Thank you to all of the families who have already signed enrollment contracts for next year. As you likely figured out, we are trying to improve our practices to both simplify and make the process more effective. We do value reconsidering current practices in all facets of our mission- even if considered best practices - to make sure we do not miss an opportunity to improve.There are tools available now that were not before, but perhaps due to my own obsessive focus on the reasons behind all things, I began to wonder why the world seems to be moving in the direction of better and better tools. Do all new tools really help build the human person? Do all emerging social tools even improve relationships in the home, the workplace, the civic order, and of course, our school?

This got me thinking about our mission, and as I recently stumbled across a newer study released on classical education, it was there that I found some answers. Classical Education: The Movement Sweeping America offers historical context and contemporary analysis on education in America. The inspiration of a classical education comes from the "conviction that the human being is a creature of timeless significance. The Christian goes so far as to see him as the Image of God, the lord-steward of the creation on whose virtue the well-being of the earth and its inhabitants depends." And now back to the tools, "The power to see truth is the ability to see the nature of particular things and to see each of them in their relations to each other. The tools of learning enable a learner to identify the nature of a thing and to relate that thing in a manner suited to its nature." In short, the greatest tool a classical education imparts is to detect the purposes of things,and then live in a purpose-driven manner.
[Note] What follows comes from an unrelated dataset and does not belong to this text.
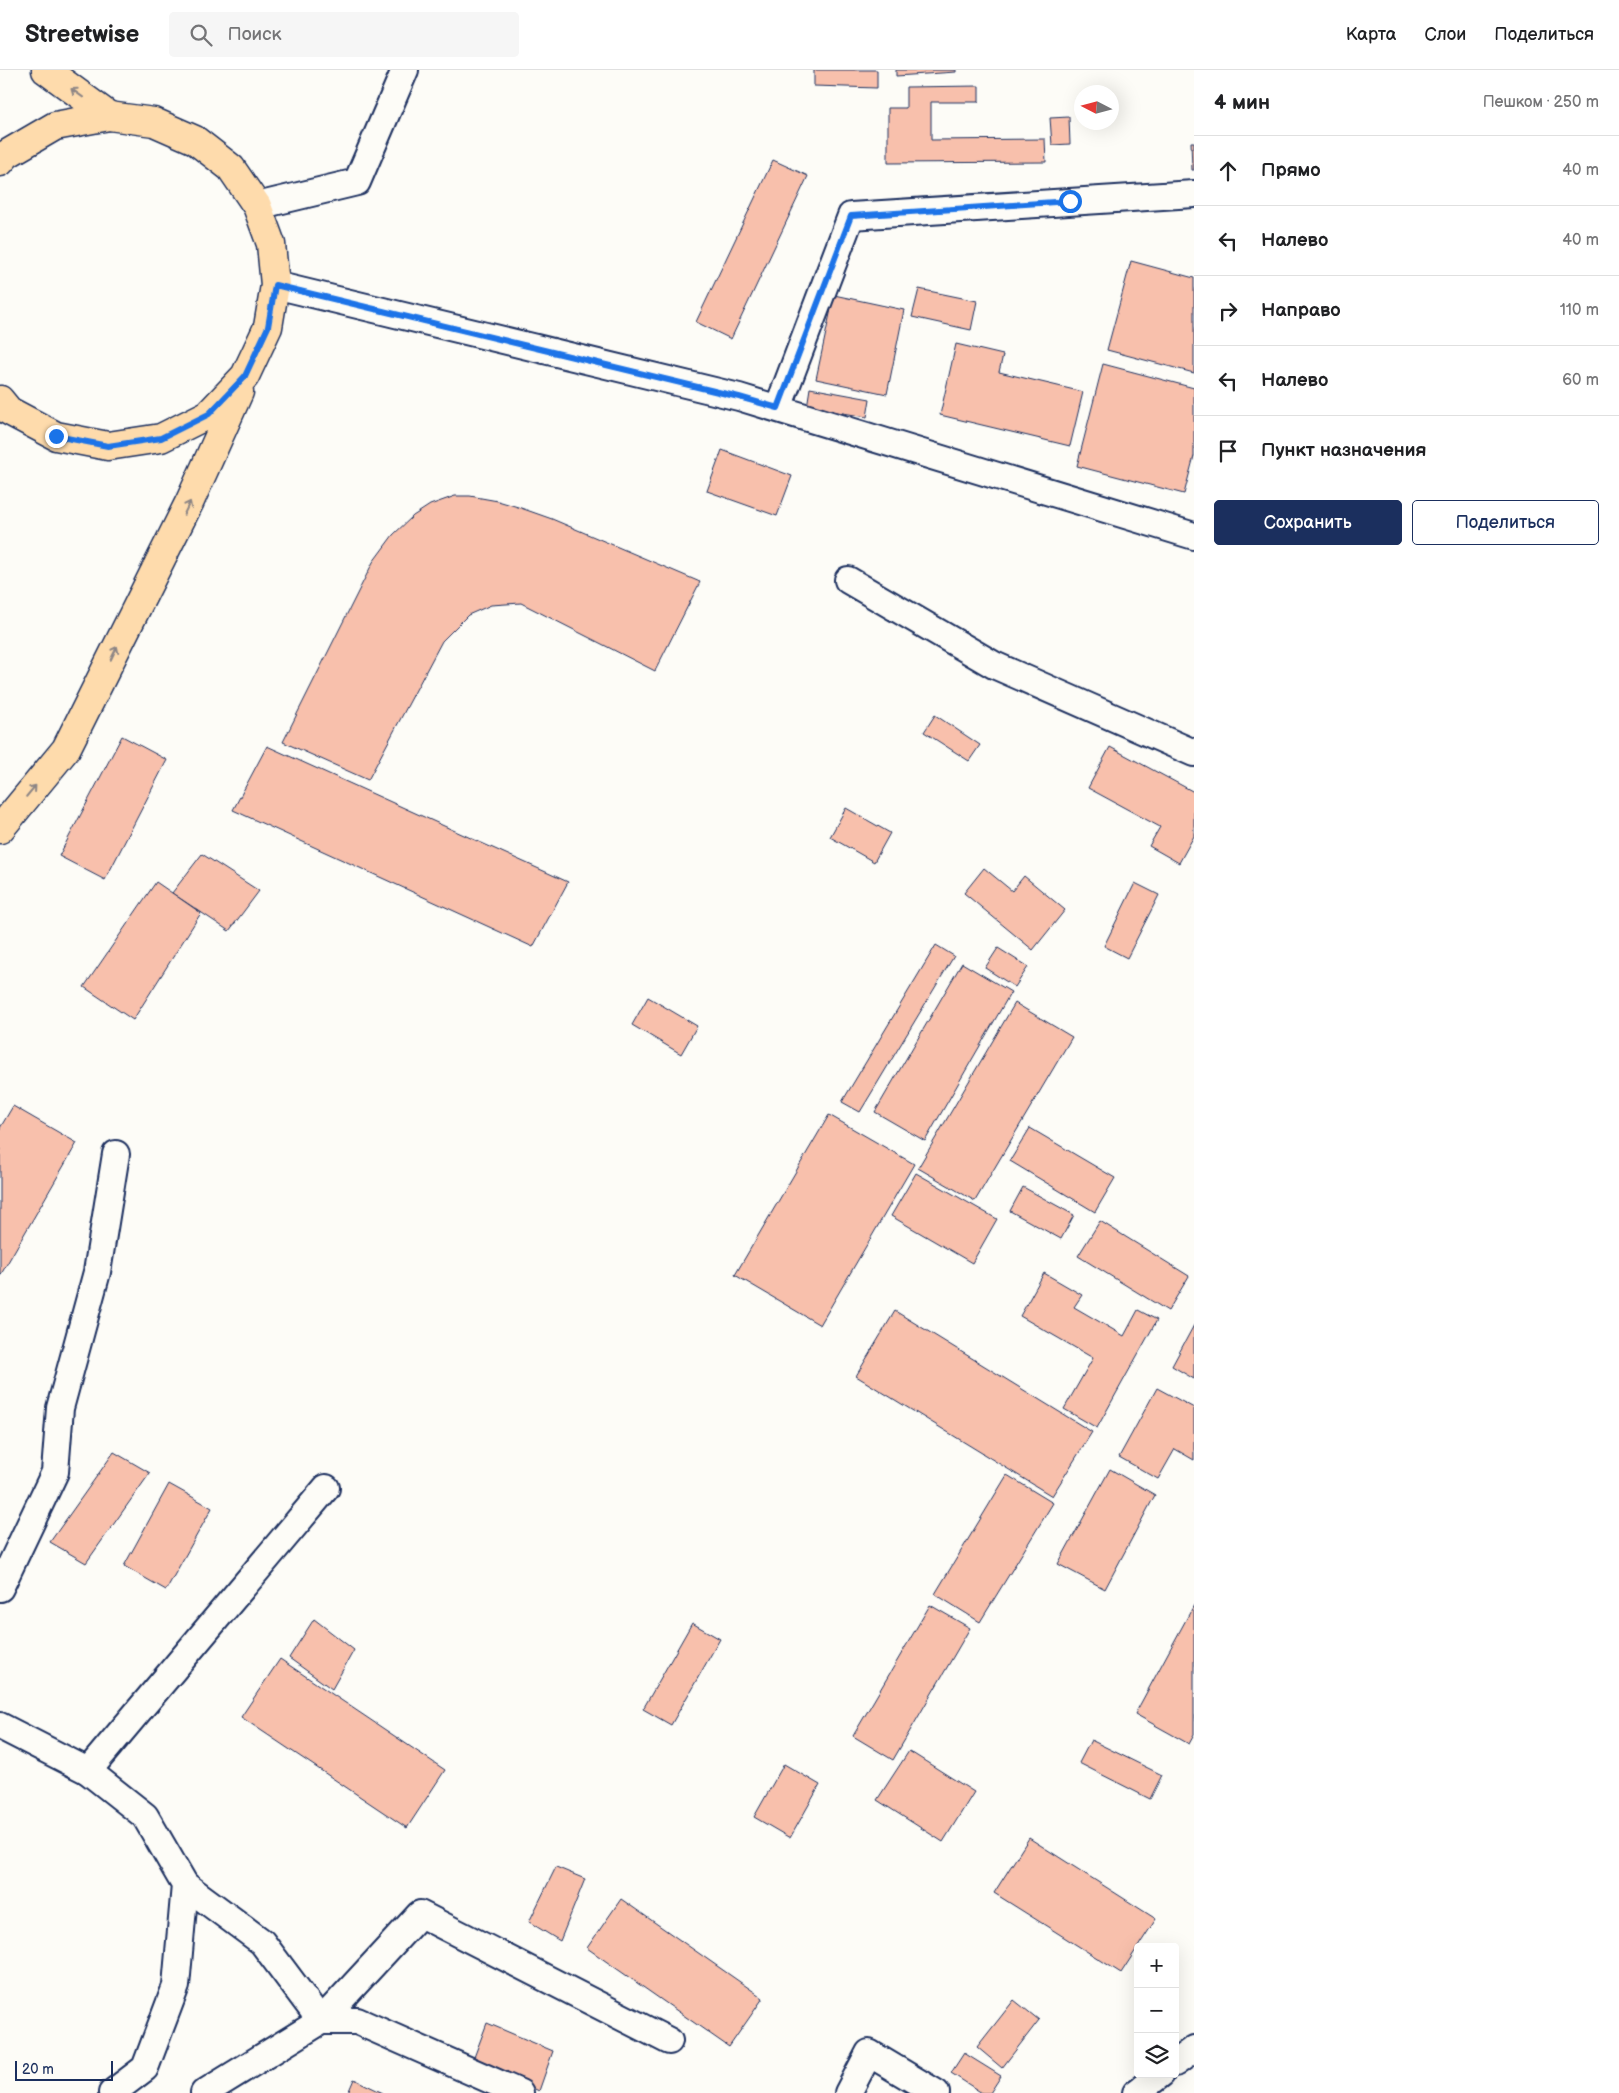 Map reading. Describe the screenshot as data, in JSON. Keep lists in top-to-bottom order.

These purposes can be self-evident but also learned through experience. A part of me forever wants to acknowledge that we don't have all the answers, so at least I know my place and the source of all this good we learn about. But then a part of me always wants to relate all that we encounter or do back to a higher purpose, one that is clearly defined even if it is not yet fully known.I think herein lies the paradox of learning: we need to direct students towards knowledge that is unmistakably and always good (one that doesn't come from us), but also give students the opportunity to grow towards living a purpose-driven life. Sometimes this is not as clean as we would like it to be,but a classical education never wavers in its pursuit of truth, goodness, and beauty.
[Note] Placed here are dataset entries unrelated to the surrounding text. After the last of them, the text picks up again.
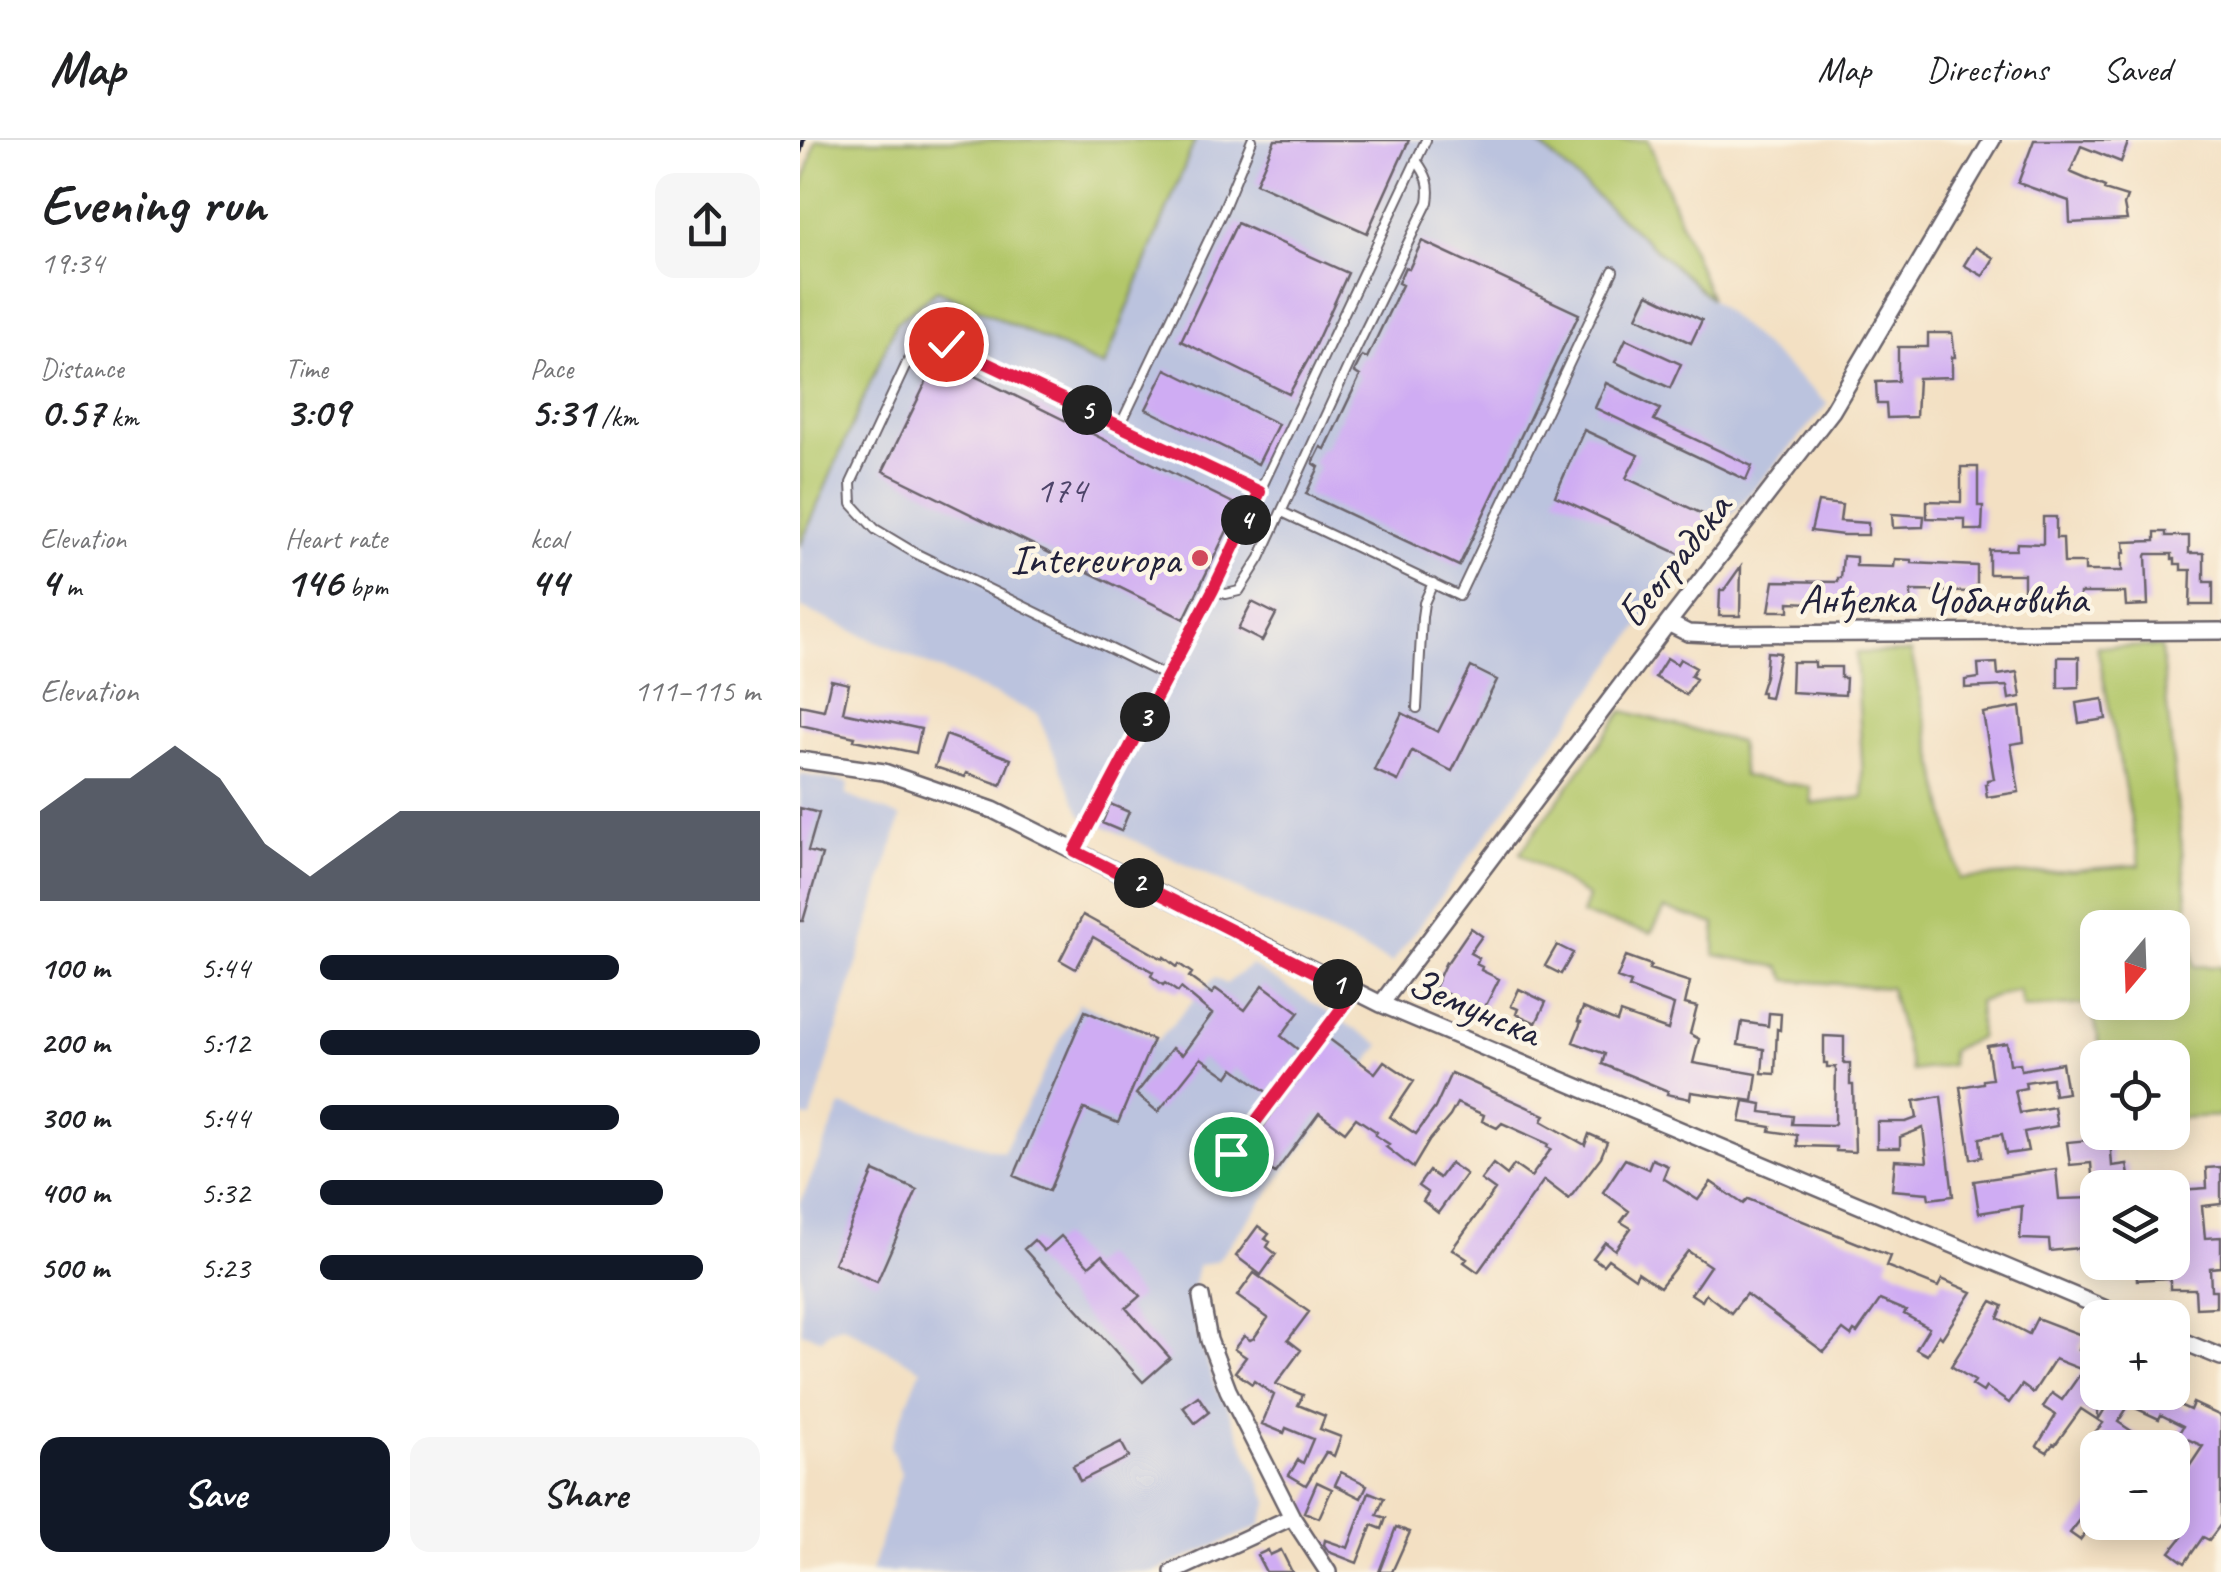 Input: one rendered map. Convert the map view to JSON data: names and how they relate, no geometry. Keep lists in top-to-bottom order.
{
  "streets": {
    "street": ["Београдска", "Анђелка Чобановића", "Земунска"]
  },
  "crossings": [
    ["Београдска", "Анђелка Чобановића"],
    ["Београдска", "Земунска"]
  ],
  "places": ["Intereuropa"],
  "house_numbers": ["174"],
  "north": "bottom",
  "page": {
    "header": "Map",
    "nav": ["Map", "Directions", "Saved"],
    "heading": ["Evening run", "19:34"],
    "stats": [
      ["Distance", "0.57 km"],
      ["Time", "3:09"],
      ["Pace", "5:31 /km"],
      ["Elevation", "4 m"],
      ["Heart rate", "146 bpm"],
      ["kcal", "44"]
    ],
    "pins": [
      "5",
      "4",
      "3",
      "2",
      "1"
    ],
    "chart": ["Elevation", "111–115 m"],
    "map_buttons": ["+", "−"],
    "list": [
      {
        "name": "100 m",
        "note": "5:44"
      },
      {
        "name": "200 m",
        "note": "5:12"
      },
      {
        "name": "300 m",
        "note": "5:44"
      },
      {
        "name": "400 m",
        "note": "5:32"
      },
      {
        "name": "500 m",
        "note": "5:23"
      }
    ],
    "buttons": ["Save", "Share"]
  }
}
I am thinking most of us see this, and that is what holds this school's mission together. As it currently stands, we have the same amount of students registered for next year, and our current predictions based on the level of expressed interest from prospective families indicates that 210 or more students will be walking this campus. This has long been an institutional goal, but for me personally, there is only one reason I want students here: I want them to know they are loved by a God who is better than me, and made for a purpose that He alone can satisfy.